Material supplied START

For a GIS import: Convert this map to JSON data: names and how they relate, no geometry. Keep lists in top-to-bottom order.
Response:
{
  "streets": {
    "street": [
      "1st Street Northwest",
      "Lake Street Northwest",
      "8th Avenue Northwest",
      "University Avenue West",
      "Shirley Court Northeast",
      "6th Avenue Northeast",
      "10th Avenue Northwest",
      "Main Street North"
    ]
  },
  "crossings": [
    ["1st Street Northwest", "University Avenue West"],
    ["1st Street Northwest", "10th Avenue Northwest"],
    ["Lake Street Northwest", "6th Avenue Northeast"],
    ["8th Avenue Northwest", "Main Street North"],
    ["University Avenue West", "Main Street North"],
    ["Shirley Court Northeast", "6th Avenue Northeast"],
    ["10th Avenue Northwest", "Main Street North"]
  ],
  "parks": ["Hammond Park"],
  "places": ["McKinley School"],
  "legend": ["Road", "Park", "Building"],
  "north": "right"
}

Material supplied END

The task: Reproduce every line above, keeping each word exactly as it appears.

Expected output:
For a GIS import: Convert this map to JSON data: names and how they relate, no geometry. Keep lists in top-to-bottom order.
Response:
{
  "streets": {
    "street": [
      "1st Street Northwest",
      "Lake Street Northwest",
      "8th Avenue Northwest",
      "University Avenue West",
      "Shirley Court Northeast",
      "6th Avenue Northeast",
      "10th Avenue Northwest",
      "Main Street North"
    ]
  },
  "crossings": [
    ["1st Street Northwest", "University Avenue West"],
    ["1st Street Northwest", "10th Avenue Northwest"],
    ["Lake Street Northwest", "6th Avenue Northeast"],
    ["8th Avenue Northwest", "Main Street North"],
    ["University Avenue West", "Main Street North"],
    ["Shirley Court Northeast", "6th Avenue Northeast"],
    ["10th Avenue Northwest", "Main Street North"]
  ],
  "parks": ["Hammond Park"],
  "places": ["McKinley School"],
  "legend": ["Road", "Park", "Building"],
  "north": "right"
}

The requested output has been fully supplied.